__Exercise goal__:
Reproduction without pictures: print every entry precisely as written.

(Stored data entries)
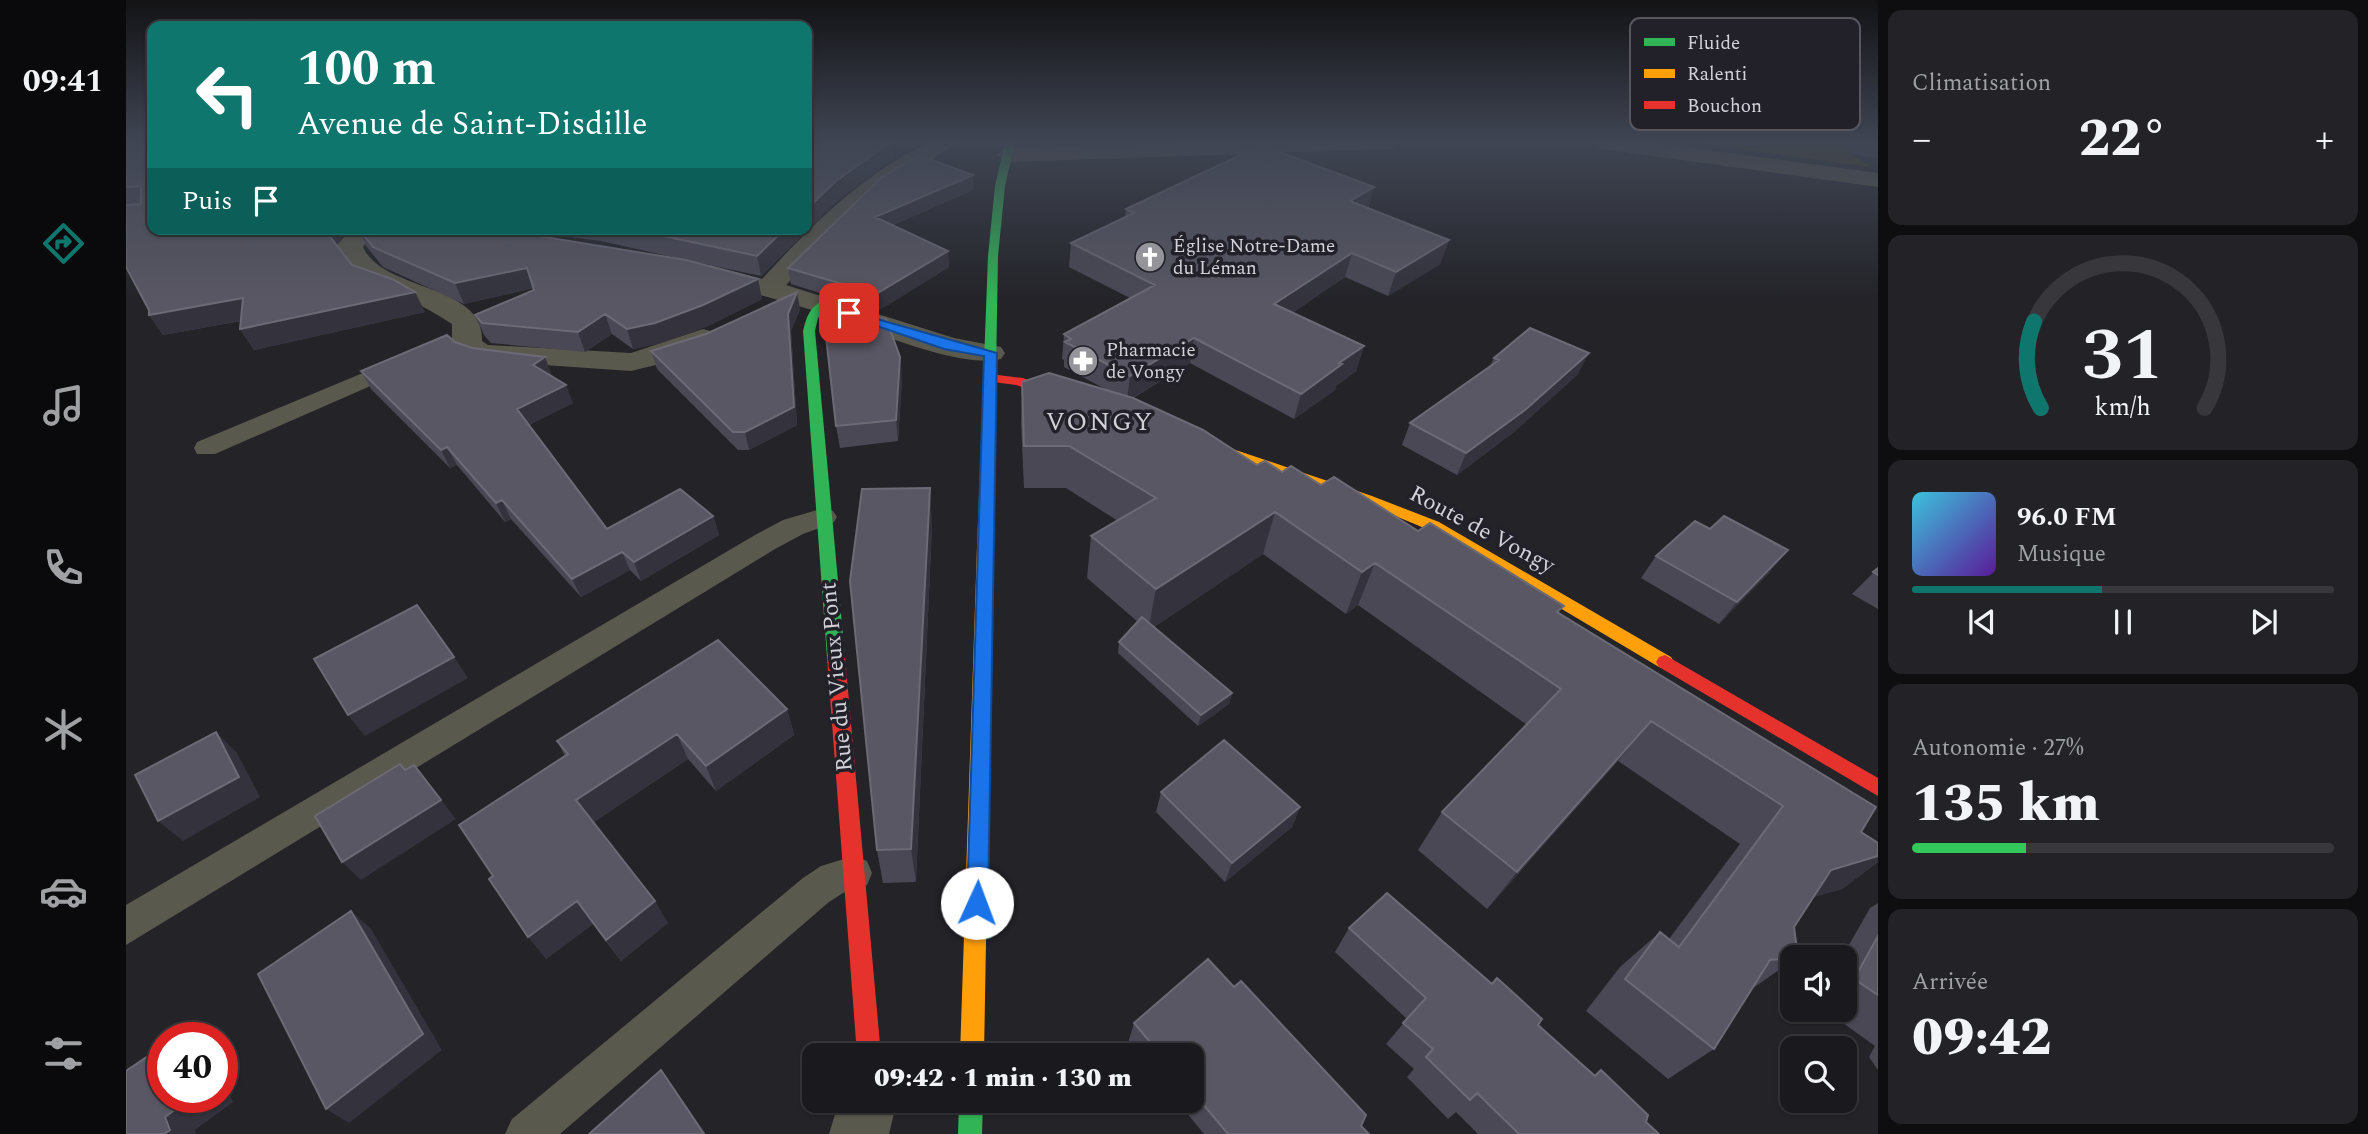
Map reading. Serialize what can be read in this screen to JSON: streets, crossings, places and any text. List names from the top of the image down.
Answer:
{
  "streets": {
    "street": ["Route de Vongy", "Rue du Vieux Pont"]
  },
  "districts": ["VONGY"],
  "places": {
    "church": ["Église Notre-Dame du Léman"],
    "pharmacy": ["Pharmacie de Vongy"]
  },
  "legend": ["Fluide", "Ralenti", "Bouchon"],
  "page": {
    "tabs": "09:41",
    "tile": [
      "Climatisation",
      ["Autonomie · 27%", "135 km"],
      ["Arrivée", "09:42"]
    ],
    "turn": ["100 m", "Avenue de Saint-Disdille"],
    "heat": ["−", "22°", "+"],
    "then": "Puis",
    "song": ["96.0 FM", "Musique"],
    "limit": "40",
    "trip": "09:42 · 1 min · 130 m",
    "gauge": ["31", "km/h"]
  }
}
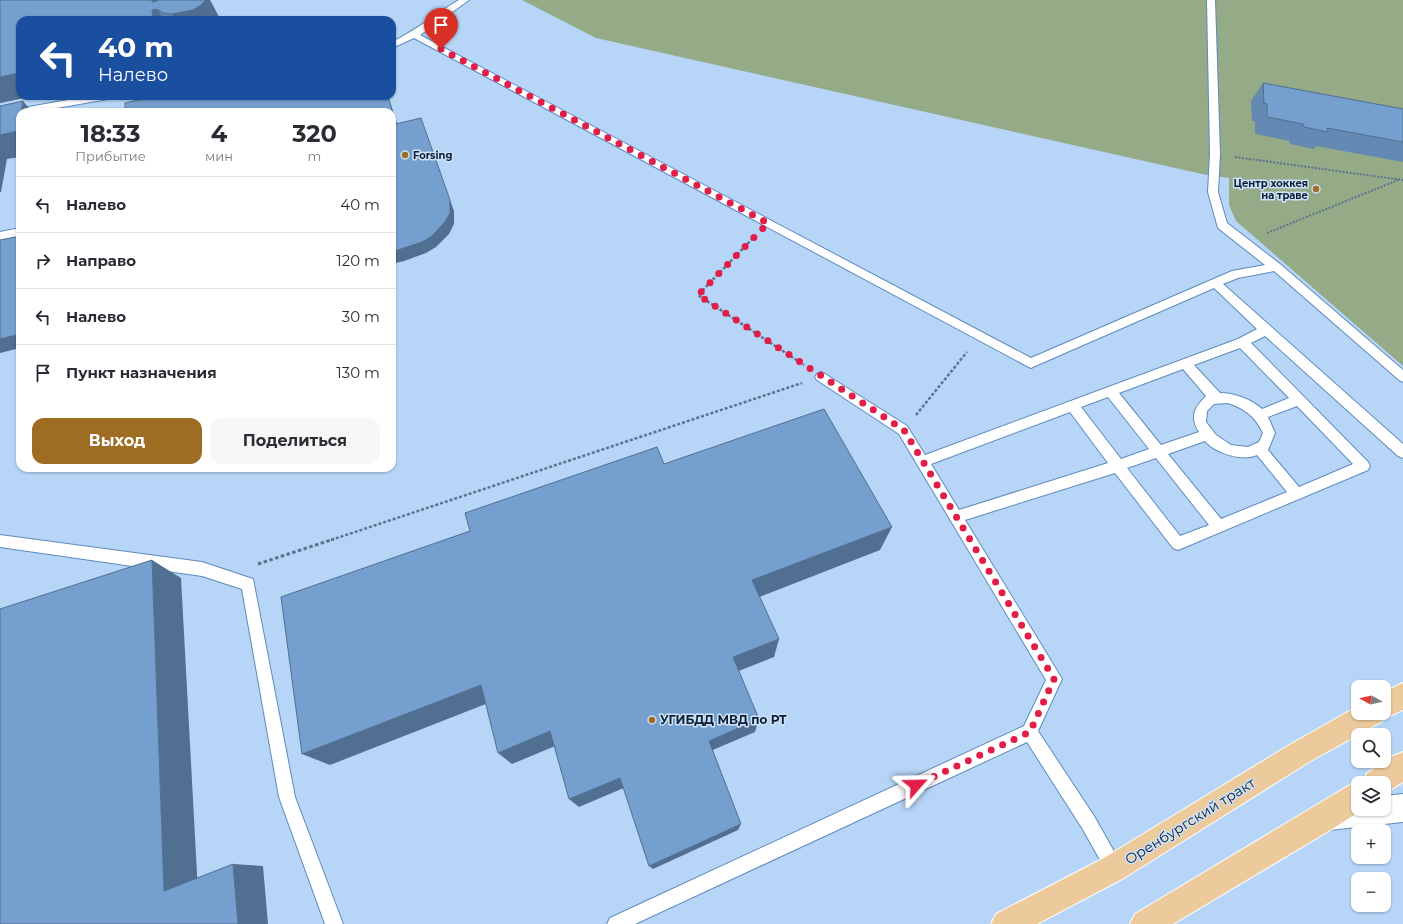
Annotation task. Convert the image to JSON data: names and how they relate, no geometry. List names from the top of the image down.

__Answer to this problem__:
Map reading. Serialize what can be read in this screen to JSON: streets, crossings, places and any text. List names from the top of the image down.
Answer:
{
  "streets": {
    "street": ["Route de Vongy", "Rue du Vieux Pont"]
  },
  "districts": ["VONGY"],
  "places": {
    "church": ["Église Notre-Dame du Léman"],
    "pharmacy": ["Pharmacie de Vongy"]
  },
  "legend": ["Fluide", "Ralenti", "Bouchon"],
  "page": {
    "tabs": "09:41",
    "tile": [
      "Climatisation",
      ["Autonomie · 27%", "135 km"],
      ["Arrivée", "09:42"]
    ],
    "turn": ["100 m", "Avenue de Saint-Disdille"],
    "heat": ["−", "22°", "+"],
    "then": "Puis",
    "song": ["96.0 FM", "Musique"],
    "limit": "40",
    "trip": "09:42 · 1 min · 130 m",
    "gauge": ["31", "km/h"]
  }
}
Annotation task. Convert the image to JSON data: names and how they relate, no geometry. List names from the top of the image down.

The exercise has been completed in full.